## What you are asked to do
Below are records to print word for word; include none of their pictures.

## Available records
------------------------------------------------------------------------

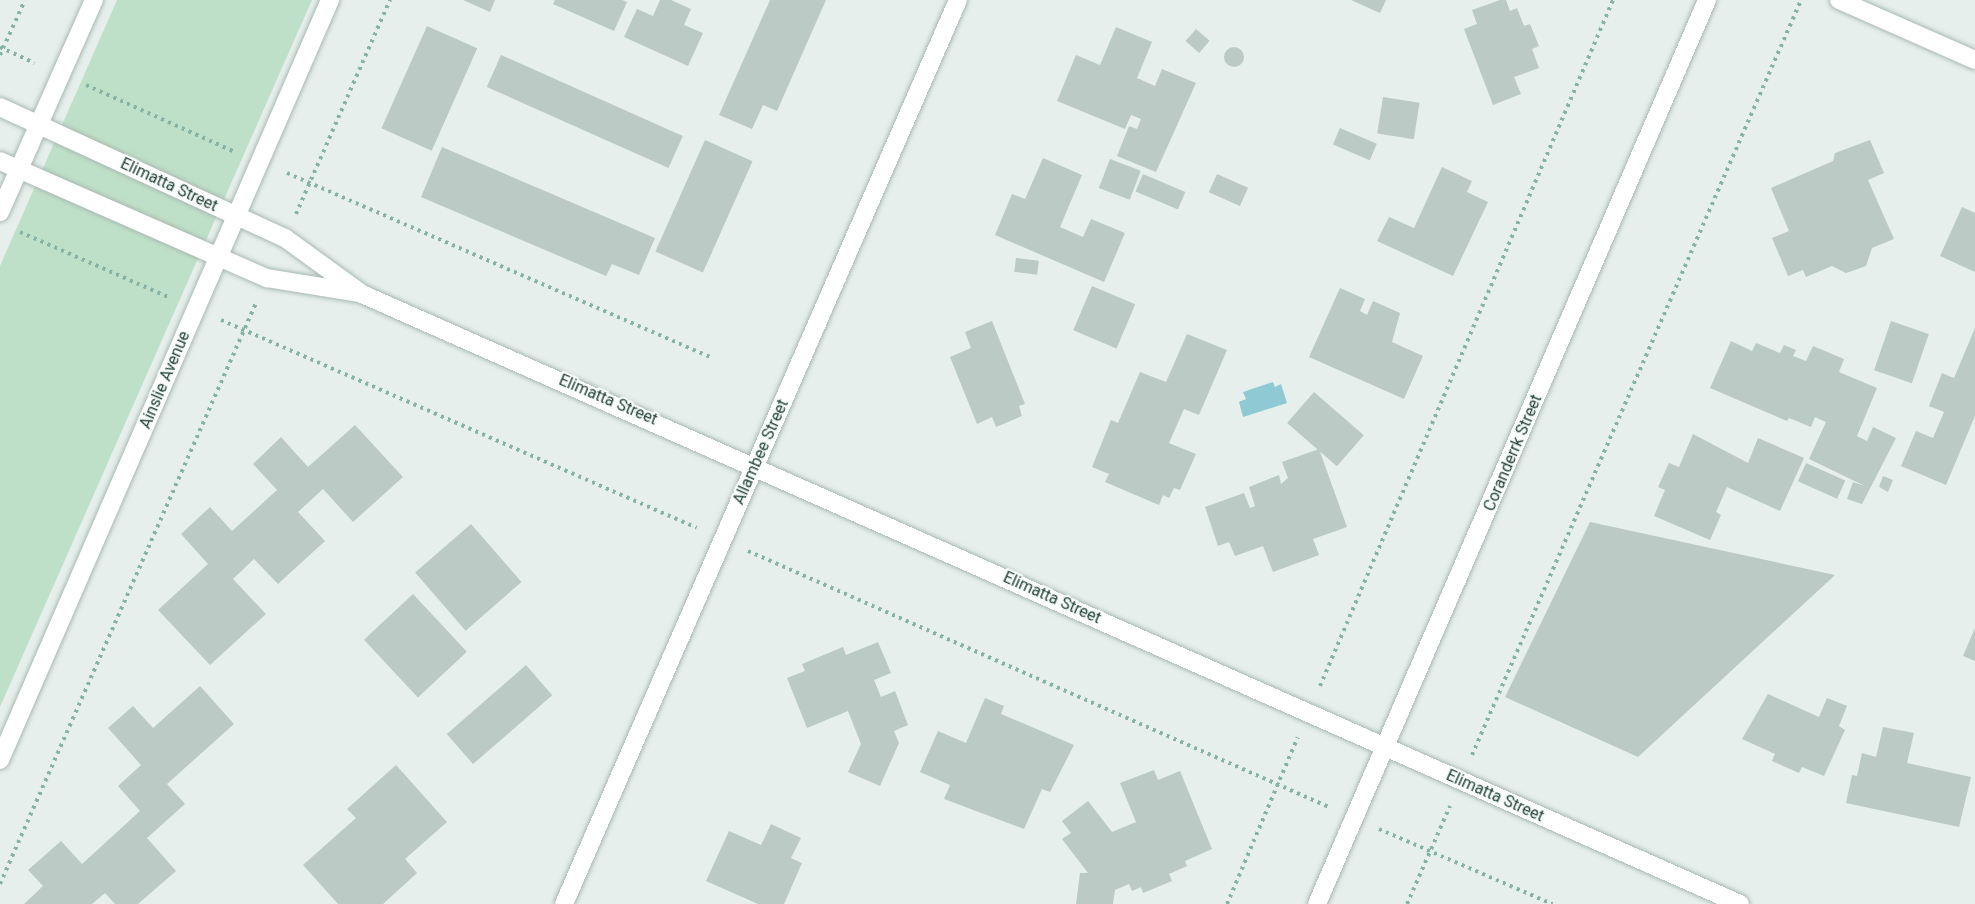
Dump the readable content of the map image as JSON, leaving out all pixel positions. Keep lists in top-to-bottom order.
{
  "streets": {
    "street": [
      "Elimatta Street",
      "Ainslie Avenue",
      "Allambee Street",
      "Coranderrk Street"
    ]
  },
  "crossings": [
    ["Elimatta Street", "Ainslie Avenue"],
    ["Elimatta Street", "Allambee Street"],
    ["Elimatta Street", "Coranderrk Street"]
  ]
}
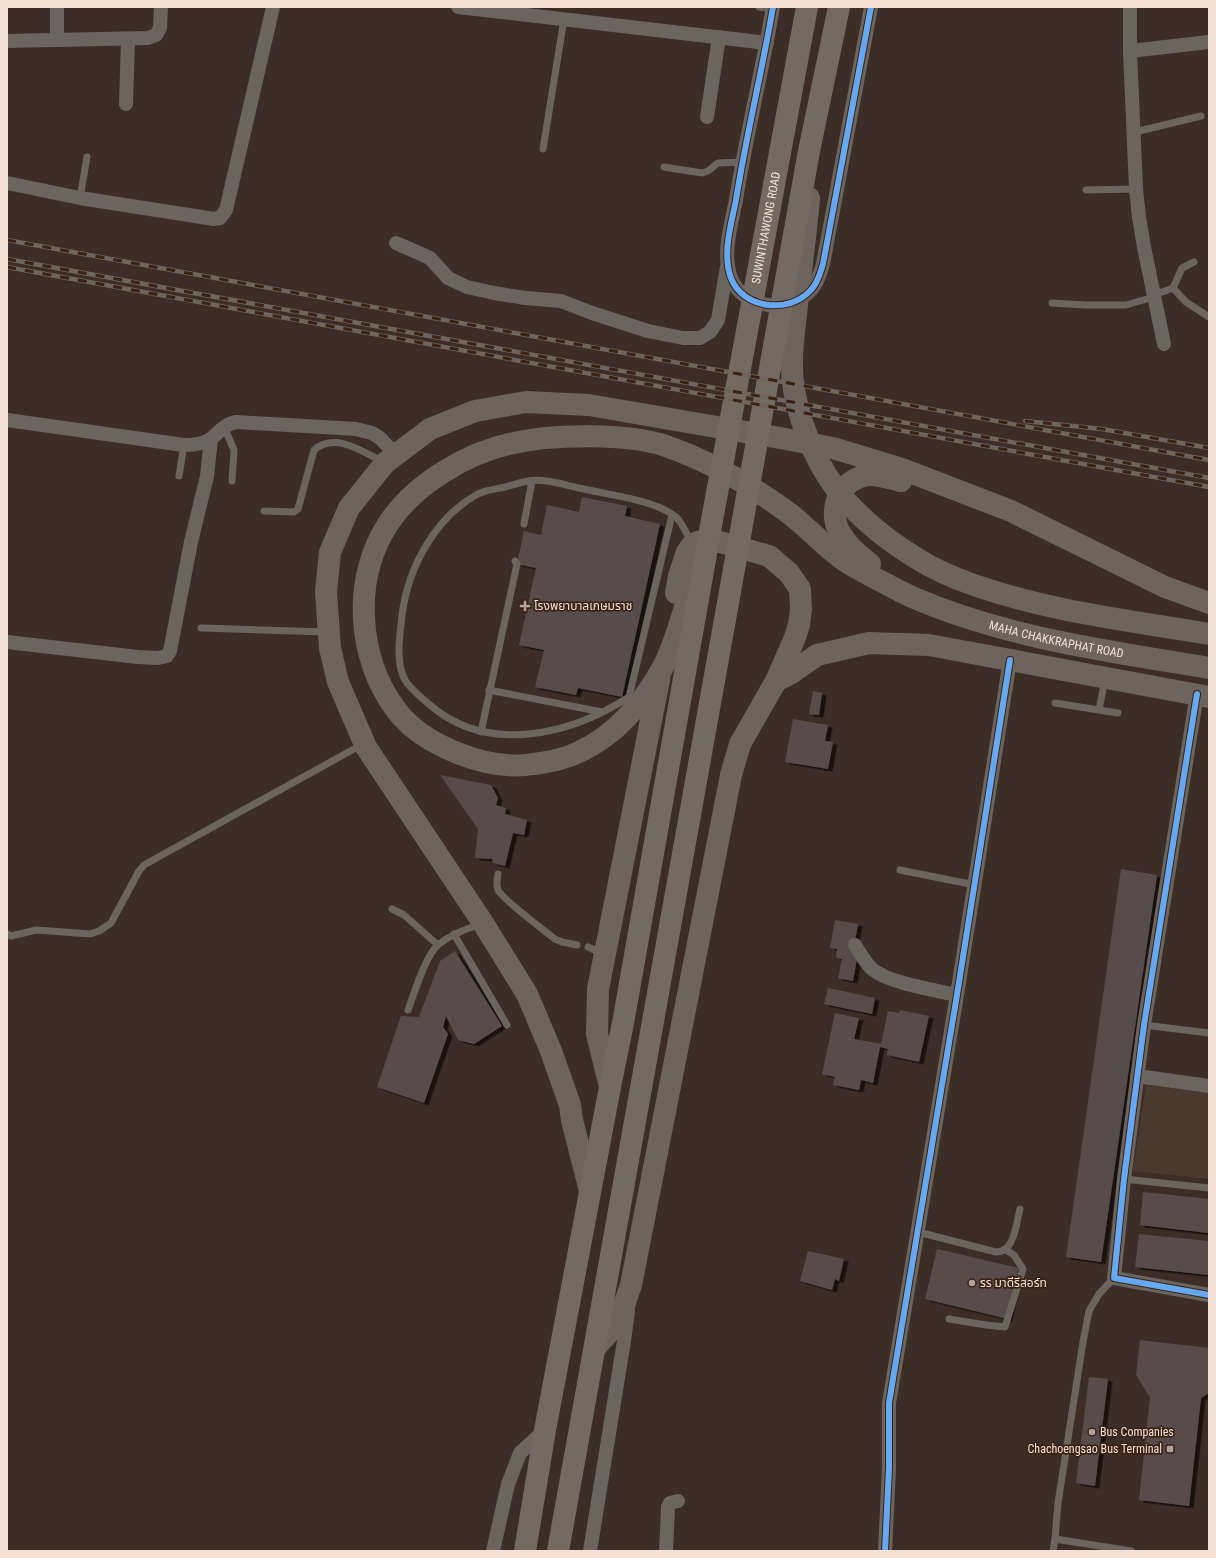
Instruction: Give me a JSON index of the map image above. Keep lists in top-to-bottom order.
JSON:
{
  "streets": {
    "highway": ["SUWINTHAWONG ROAD"],
    "main road": ["MAHA CHAKKRAPHAT ROAD"]
  },
  "places": {
    "health": ["โรงพยาบาลเกษมราช"],
    "other": ["รร มาดีรีสอร์ท", "Bus Companies"],
    "transit": ["Chachoengsao Bus Terminal"]
  }
}
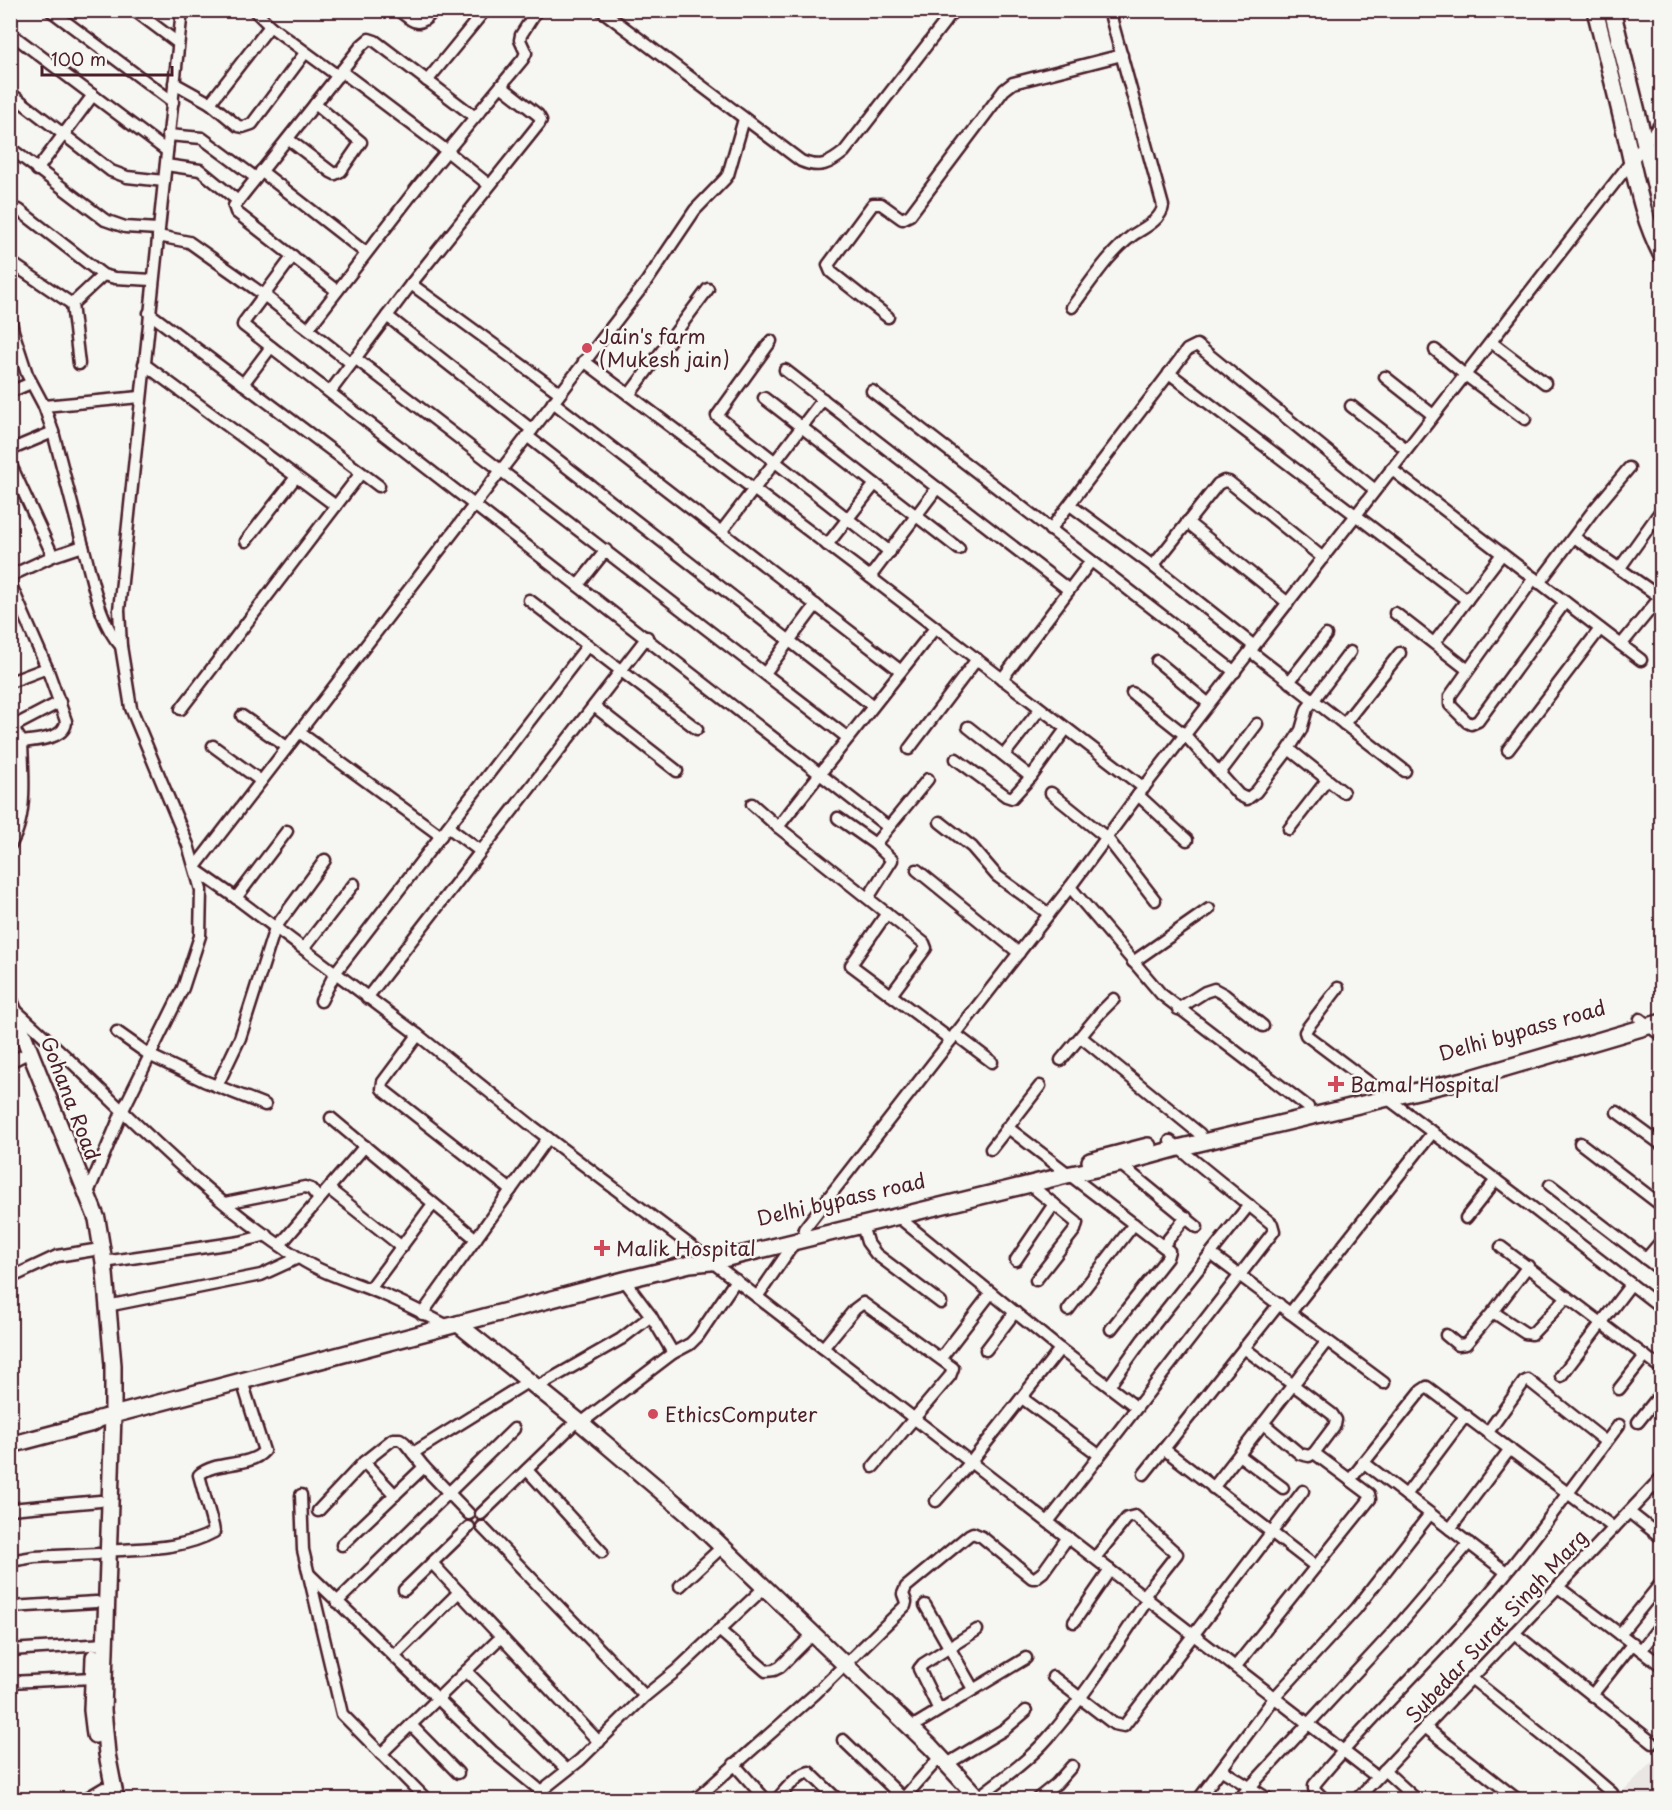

------------------------------------------------------------------------

## Task result
Dump the readable content of the map image as JSON, leaving out all pixel positions. Keep lists in top-to-bottom order.
{
  "streets": {
    "street": [
      "Elimatta Street",
      "Ainslie Avenue",
      "Allambee Street",
      "Coranderrk Street"
    ]
  },
  "crossings": [
    ["Elimatta Street", "Ainslie Avenue"],
    ["Elimatta Street", "Allambee Street"],
    ["Elimatta Street", "Coranderrk Street"]
  ]
}
Instruction: Give me a JSON index of the map image above. Keep lists in top-to-bottom order.
JSON:
{
  "streets": {
    "highway": ["SUWINTHAWONG ROAD"],
    "main road": ["MAHA CHAKKRAPHAT ROAD"]
  },
  "places": {
    "health": ["โรงพยาบาลเกษมราช"],
    "other": ["รร มาดีรีสอร์ท", "Bus Companies"],
    "transit": ["Chachoengsao Bus Terminal"]
  }
}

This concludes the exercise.